Stored entries
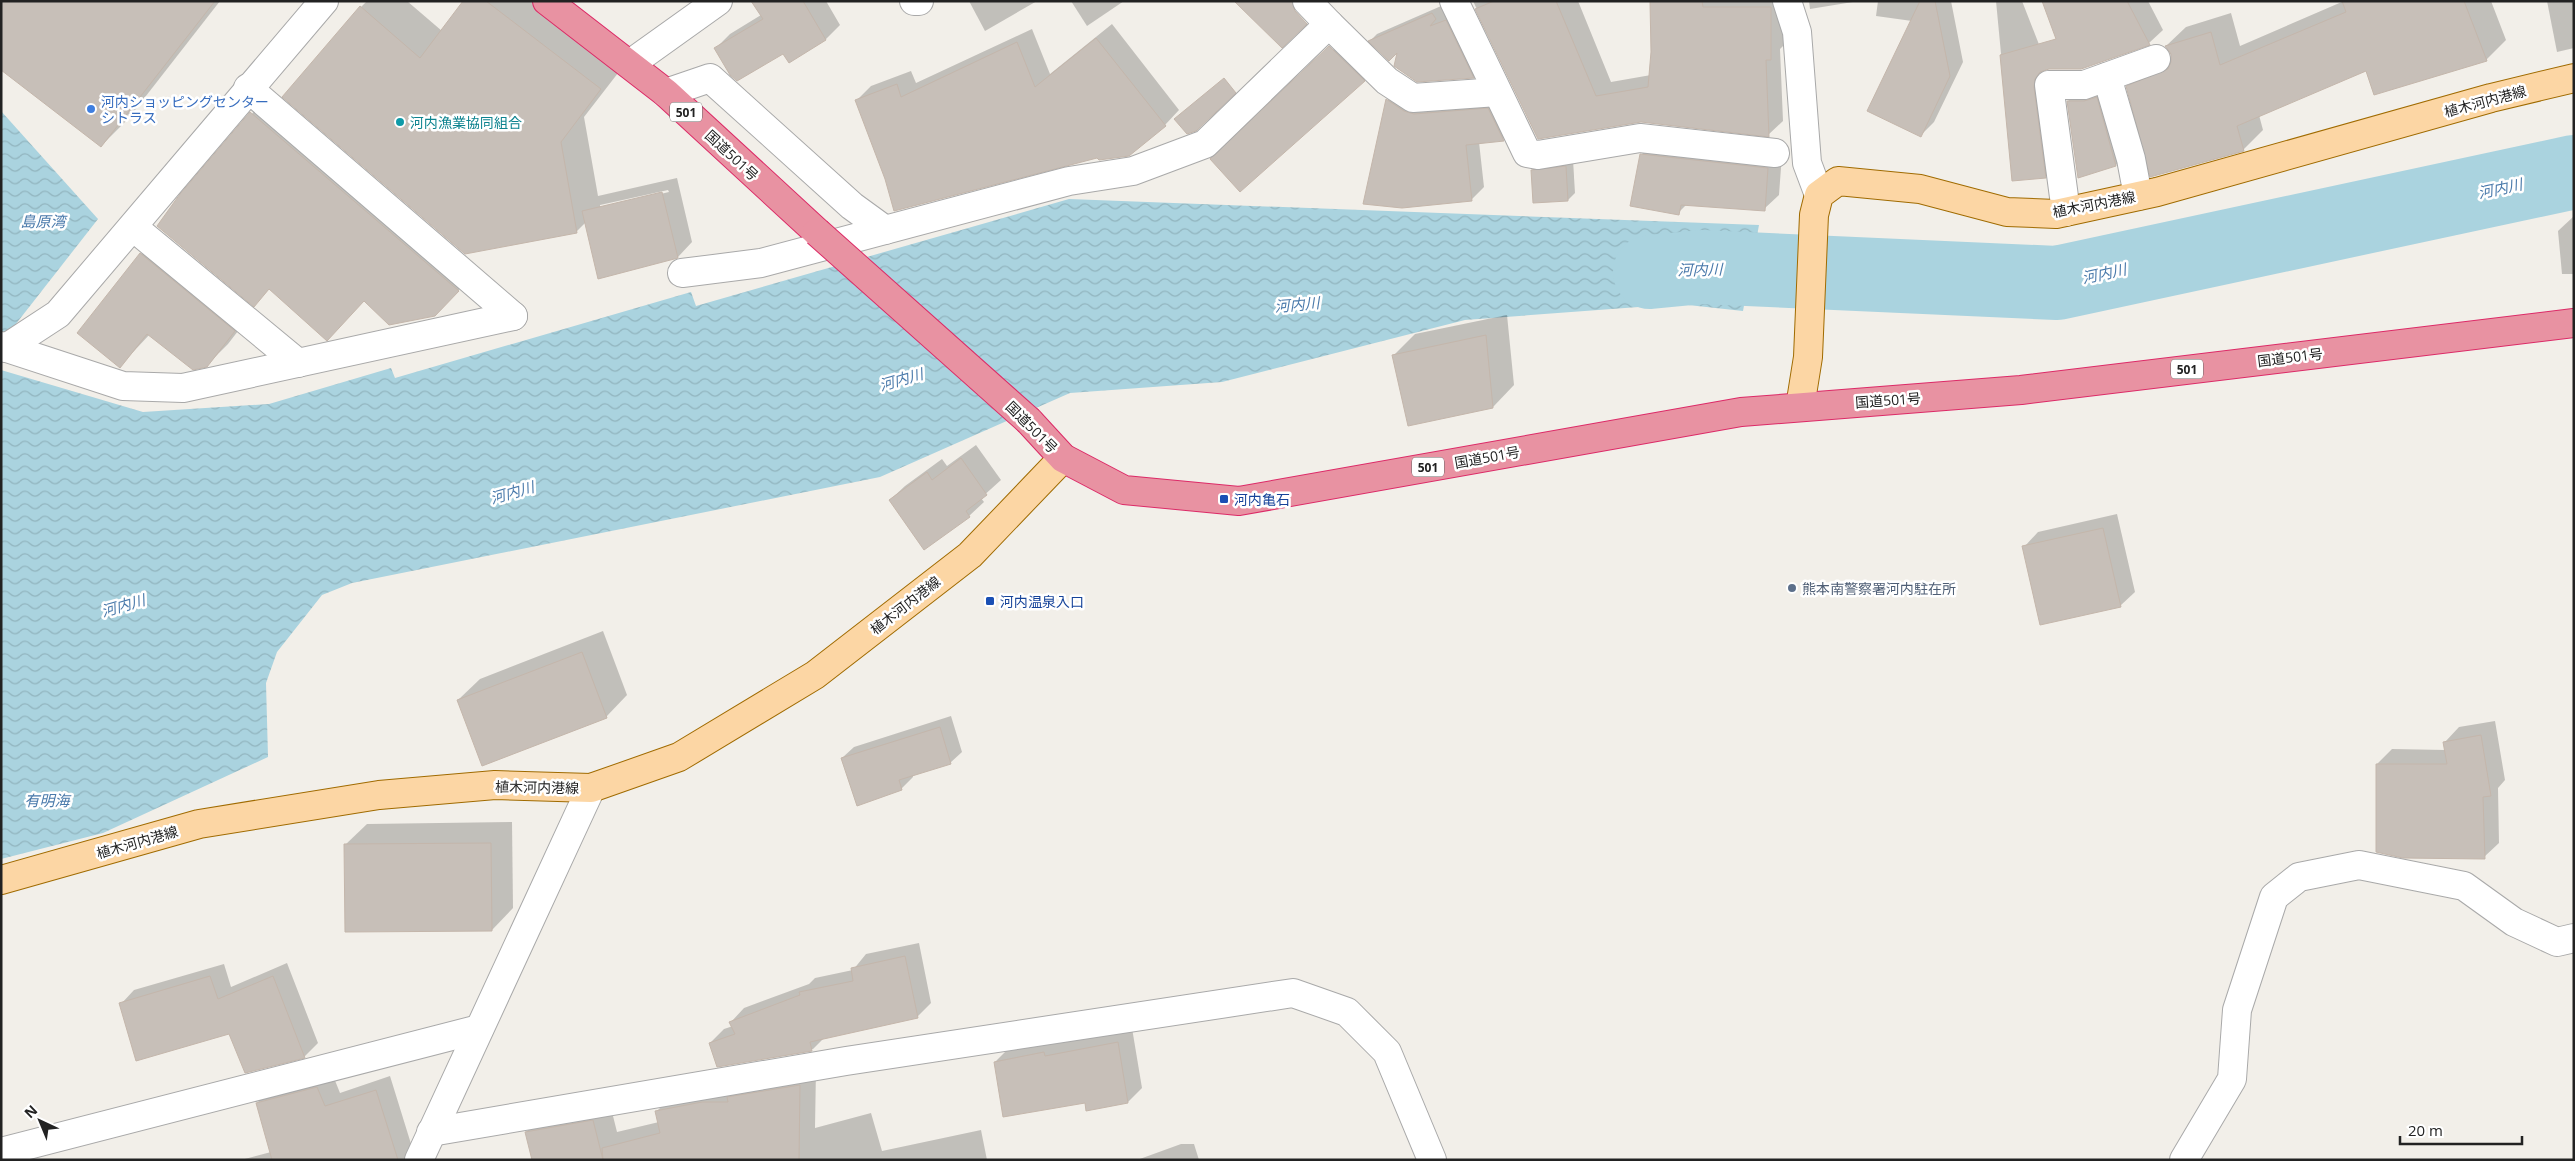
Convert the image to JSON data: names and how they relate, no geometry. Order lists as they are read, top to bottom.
{
  "streets": {
    "highway": ["501", "国道501号"],
    "main road": ["植木河内港線"]
  },
  "crossings": [
    ["植木河内港線", "国道501号"]
  ],
  "water": ["河内川", "島原湾", "有明海"],
  "places": {
    "other": ["河内ショッピングセンター シトラス", "河内漁業協同組合", "熊本南警察署河内駐在所"],
    "transit": ["河内亀石", "河内温泉入口"]
  },
  "scale_bar": "20 m",
  "north": "top left"
}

WHAT YOU WILL DO: What is needed is an exact copy of all the data, with no images in it.

COMPLETED EXERCISE:
Convert the image to JSON data: names and how they relate, no geometry. Order lists as they are read, top to bottom.
{
  "streets": {
    "highway": ["501", "国道501号"],
    "main road": ["植木河内港線"]
  },
  "crossings": [
    ["植木河内港線", "国道501号"]
  ],
  "water": ["河内川", "島原湾", "有明海"],
  "places": {
    "other": ["河内ショッピングセンター シトラス", "河内漁業協同組合", "熊本南警察署河内駐在所"],
    "transit": ["河内亀石", "河内温泉入口"]
  },
  "scale_bar": "20 m",
  "north": "top left"
}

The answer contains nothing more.